## WHAT IS BEING ASKED
Look through the listing below for the word "linecap" and copy every line where it occurs.
* * * * * * *
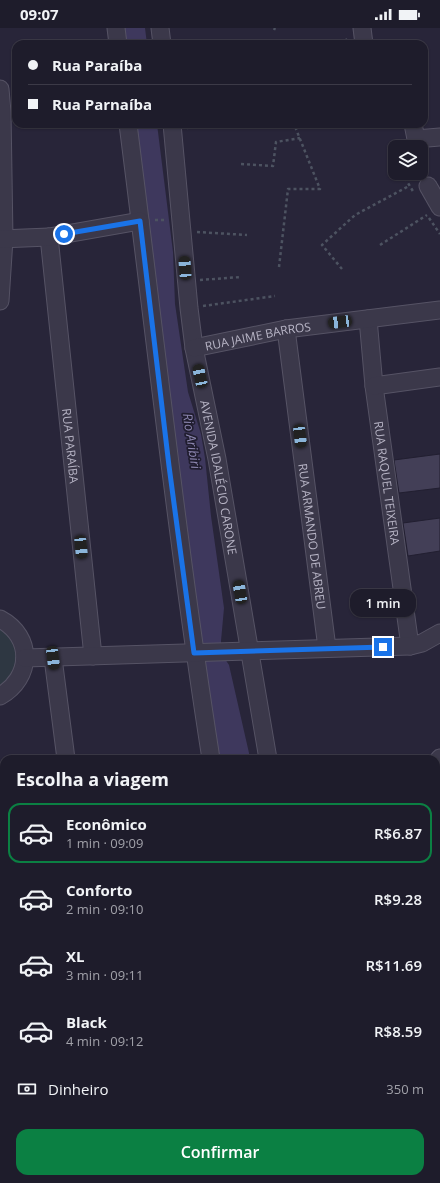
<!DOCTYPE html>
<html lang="pt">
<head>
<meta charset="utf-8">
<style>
  body { margin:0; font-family:"Open Sans",sans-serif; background:#2b2937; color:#f1f3f6; height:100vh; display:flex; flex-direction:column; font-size:15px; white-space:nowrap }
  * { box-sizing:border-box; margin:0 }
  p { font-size:13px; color:#a1a1a9 }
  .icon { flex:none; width:22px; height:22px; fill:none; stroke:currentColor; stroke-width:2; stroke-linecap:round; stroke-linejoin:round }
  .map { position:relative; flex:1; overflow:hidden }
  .panel { position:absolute; left:0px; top:727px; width:440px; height:428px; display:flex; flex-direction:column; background:#1e1c2b; border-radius:12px 12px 0 0; box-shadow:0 1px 3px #0004,0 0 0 1px #3c3a47 }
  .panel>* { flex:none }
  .top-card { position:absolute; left:12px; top:12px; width:416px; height:88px; border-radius:12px; box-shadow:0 1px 3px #0004,0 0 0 1px #3c3a47; display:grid; align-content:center; height:88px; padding:0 16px; background:#1e1c2b }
  .controls { position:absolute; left:388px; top:112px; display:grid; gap:8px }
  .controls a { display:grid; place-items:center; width:40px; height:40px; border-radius:8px; background:#1e1c2b; box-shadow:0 1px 3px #0004,0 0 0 1px #3c3a47; font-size:20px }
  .end { position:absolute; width:18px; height:18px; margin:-9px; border:5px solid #1a73e8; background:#fff; box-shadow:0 0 0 2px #fff }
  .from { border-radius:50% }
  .bubble { position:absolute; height:28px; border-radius:12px; background:#1e1c2b; box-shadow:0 1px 3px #0004,0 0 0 1px #3c3a47; font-size:13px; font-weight:600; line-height:28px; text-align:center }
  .car { position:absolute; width:12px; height:24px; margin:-12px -6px; border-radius:5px; box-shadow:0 0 3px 1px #0007; background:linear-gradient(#222 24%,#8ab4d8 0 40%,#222 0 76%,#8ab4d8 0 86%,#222 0) }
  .top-card b { display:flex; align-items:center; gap:14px; height:38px; font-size:15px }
  .top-card b+b { border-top:1px solid #3c3a47 }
  .top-card i { width:10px; height:10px; background:#f1f3f6 }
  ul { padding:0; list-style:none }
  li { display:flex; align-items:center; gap:12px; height:60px; margin:0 8px 6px; padding:0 8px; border:2px solid transparent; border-radius:12px }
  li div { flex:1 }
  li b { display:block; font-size:15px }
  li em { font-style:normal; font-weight:600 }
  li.current { border-color:#0b8043 }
  li>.icon { width:36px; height:36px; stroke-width:1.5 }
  h2 { padding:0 16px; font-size:18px; line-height:48px }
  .pay { display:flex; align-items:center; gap:10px; height:44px; padding:0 16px; font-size:15px }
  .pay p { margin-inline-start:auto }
  .primary-button { display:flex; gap:8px; margin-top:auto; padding:8px 16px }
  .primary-button a { flex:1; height:46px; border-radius:12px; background:#0b8043; color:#fff; font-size:16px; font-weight:600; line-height:46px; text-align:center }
  .status { display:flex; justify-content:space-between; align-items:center; height:28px; padding:0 20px; background:#1e1c2b; direction:ltr }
  .status svg { height:11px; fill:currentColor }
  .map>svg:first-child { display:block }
  .green { fill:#2e3742 }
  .water { fill:#3e385d }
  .building { fill:#433f57; stroke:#221f31 }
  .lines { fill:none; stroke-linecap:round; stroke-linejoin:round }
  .minor-casing { stroke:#565365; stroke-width:19 }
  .major-casing { stroke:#444153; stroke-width:23 }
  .path { stroke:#4d5361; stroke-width:2.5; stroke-dasharray:3 3; stroke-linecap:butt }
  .minor { stroke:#3b384a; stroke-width:17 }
  .major { stroke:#59566a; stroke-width:21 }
  .route { stroke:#1a73e8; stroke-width:5 }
  .labels { text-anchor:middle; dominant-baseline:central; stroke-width:3.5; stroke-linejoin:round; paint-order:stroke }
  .street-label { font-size:12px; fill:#b7b4c5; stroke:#201d2f }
  .water-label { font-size:13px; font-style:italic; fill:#8b85af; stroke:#201d2f }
</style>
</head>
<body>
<div class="status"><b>09:07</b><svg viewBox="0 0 49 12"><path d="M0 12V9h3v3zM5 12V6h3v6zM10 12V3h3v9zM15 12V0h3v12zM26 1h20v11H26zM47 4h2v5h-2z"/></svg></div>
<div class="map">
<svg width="440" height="1155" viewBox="0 0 440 1155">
  <rect width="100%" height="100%" fill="#282539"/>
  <g class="green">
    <polygon points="0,600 14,613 19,636 0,662"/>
    <polygon points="89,1151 248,1151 249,1155 88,1155"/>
  </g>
  <g class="water">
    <polygon points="120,0 145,0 147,16 123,16"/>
    <polygon points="133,96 157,96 173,224 175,276 188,364 201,406 205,430 211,488 224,580 221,613 221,625 229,637 249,725 249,731 216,731"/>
    <polygon points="248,1151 287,1151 286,1155 249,1155"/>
  </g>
  <g class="building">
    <polygon points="440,426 440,460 399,465 394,432"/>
    <polygon points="440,490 440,523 408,528 403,495"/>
  </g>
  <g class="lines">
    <defs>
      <g id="minor">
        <polyline points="116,0 118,16"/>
        <polyline points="160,0 162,16"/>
        <polyline points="362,0 364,16"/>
        <polyline points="0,61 2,84 4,211 0,273"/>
        <path d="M128 96C155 308 178 520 211 731"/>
        <path id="s1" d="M172 96 189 280 194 320 217 431 268 731"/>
        <polyline points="413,96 416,111 440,109"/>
        <polyline points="428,158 440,179"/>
        <path id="s2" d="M49 209 93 628"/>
        <polyline points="0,211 49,209 140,193"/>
        <path id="s3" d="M368 291 374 358 410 618"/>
        <path id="s4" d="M286 301 327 620"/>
        <path id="s5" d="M194 320 286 301 440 282"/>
        <polyline points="374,358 440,349"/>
        <path d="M0 591C34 609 32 650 0 668"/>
        <polyline points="25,630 410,618 422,615 440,605"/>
        <polyline points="53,630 66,731"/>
        <polyline points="436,735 440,730"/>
        <polyline points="0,923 4,923"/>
        <polyline points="436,999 440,993"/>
        <polyline points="314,1151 315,1155"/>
        <polyline points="79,1155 79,1151"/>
      </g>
      <g id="major">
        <polyline points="436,1113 440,1110"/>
        <polyline points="363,1155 374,1151"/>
        <polyline points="439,1155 440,1155"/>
      </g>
    </defs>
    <use href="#minor" class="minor-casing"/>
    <use href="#major" class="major-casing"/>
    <g class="path">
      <polyline points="274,2 275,0"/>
      <polyline points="333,16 349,11"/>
      <polyline points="187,100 208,96"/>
      <polyline points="395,126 391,128 395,134"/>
      <polyline points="241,136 273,138 276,114 300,110"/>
      <polyline points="402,145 414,165"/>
      <polyline points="429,190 440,206"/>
      <polyline points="155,192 166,192"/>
      <polyline points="197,204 247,207"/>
      <polyline points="380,217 427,187"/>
      <polyline points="279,239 288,161 320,161 294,96"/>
      <polyline points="342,241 322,217 355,187 409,158"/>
      <polyline points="200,252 241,249"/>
      <polyline points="203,278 275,268"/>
    </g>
    <use href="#minor" class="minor"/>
    <use href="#major" class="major"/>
  </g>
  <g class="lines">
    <polyline class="route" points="64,206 140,193 169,438 194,625 383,619"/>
  </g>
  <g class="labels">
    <g class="street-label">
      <text stroke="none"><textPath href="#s5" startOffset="65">RUA JAIME BARROS</textPath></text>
      <text stroke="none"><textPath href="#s2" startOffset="210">RUA PARAÍBA</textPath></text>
      <text stroke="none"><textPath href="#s1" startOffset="357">AVENIDA IDALÉCIO CARONE</textPath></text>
      <text stroke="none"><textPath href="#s3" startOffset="165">RUA RAQUEL TEIXEIRA</textPath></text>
      <text stroke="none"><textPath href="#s4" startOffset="209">RUA ARMANDO DE ABREU</textPath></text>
    </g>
    <g class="water-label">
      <text transform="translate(192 413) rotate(81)">Rio Aribiri</text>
    </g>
  </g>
</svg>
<div class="controls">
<a><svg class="icon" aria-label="layers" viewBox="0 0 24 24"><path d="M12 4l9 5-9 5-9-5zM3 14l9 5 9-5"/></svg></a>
</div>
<i class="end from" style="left:64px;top:206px"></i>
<i class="end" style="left:383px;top:619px"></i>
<div class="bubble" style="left:350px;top:561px;width:66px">1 min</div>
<i class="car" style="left:185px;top:240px;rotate:356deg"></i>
<i class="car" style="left:340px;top:294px;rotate:263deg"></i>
<i class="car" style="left:200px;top:348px;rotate:348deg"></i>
<i class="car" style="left:300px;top:408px;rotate:173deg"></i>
<i class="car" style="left:81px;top:519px;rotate:174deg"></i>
<i class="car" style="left:240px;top:564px;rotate:350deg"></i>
<i class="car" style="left:53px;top:630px;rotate:173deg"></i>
<div class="top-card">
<b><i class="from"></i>Rua Paraíba</b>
<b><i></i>Rua Parnaíba</b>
</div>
<section class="panel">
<h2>Escolha a viagem</h2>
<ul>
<li class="current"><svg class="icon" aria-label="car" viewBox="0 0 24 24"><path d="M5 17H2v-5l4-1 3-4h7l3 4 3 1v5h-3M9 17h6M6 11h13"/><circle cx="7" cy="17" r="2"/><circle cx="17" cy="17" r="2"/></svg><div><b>Econômico</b><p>1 min · 09:09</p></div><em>R$6.87</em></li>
<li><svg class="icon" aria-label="car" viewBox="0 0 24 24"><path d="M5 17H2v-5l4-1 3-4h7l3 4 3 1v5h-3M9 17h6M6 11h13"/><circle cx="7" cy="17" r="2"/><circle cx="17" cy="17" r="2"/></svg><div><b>Conforto</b><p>2 min · 09:10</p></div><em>R$9.28</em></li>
<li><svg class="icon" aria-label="car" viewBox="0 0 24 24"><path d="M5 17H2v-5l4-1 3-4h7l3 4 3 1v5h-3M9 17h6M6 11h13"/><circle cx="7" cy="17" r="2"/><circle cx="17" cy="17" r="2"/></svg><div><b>XL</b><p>3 min · 09:11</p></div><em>R$11.69</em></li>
<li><svg class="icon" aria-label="car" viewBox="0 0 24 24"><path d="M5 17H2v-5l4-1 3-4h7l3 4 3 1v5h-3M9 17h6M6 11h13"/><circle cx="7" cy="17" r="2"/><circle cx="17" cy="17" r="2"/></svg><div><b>Black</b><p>4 min · 09:12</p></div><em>R$8.59</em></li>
</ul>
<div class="pay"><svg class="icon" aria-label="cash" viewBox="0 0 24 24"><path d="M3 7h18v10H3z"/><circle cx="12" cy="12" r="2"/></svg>Dinheiro<p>350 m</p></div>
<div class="primary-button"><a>Confirmar</a></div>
</section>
</div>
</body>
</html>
* * * * * * *
## RESPONSE TO THE EXERCISE
  .icon { flex:none; width:22px; height:22px; fill:none; stroke:currentColor; stroke-width:2; stroke-linecap:round; stroke-linejoin:round }
  .lines { fill:none; stroke-linecap:round; stroke-linejoin:round }
  .path { stroke:#4d5361; stroke-width:2.5; stroke-dasharray:3 3; stroke-linecap:butt }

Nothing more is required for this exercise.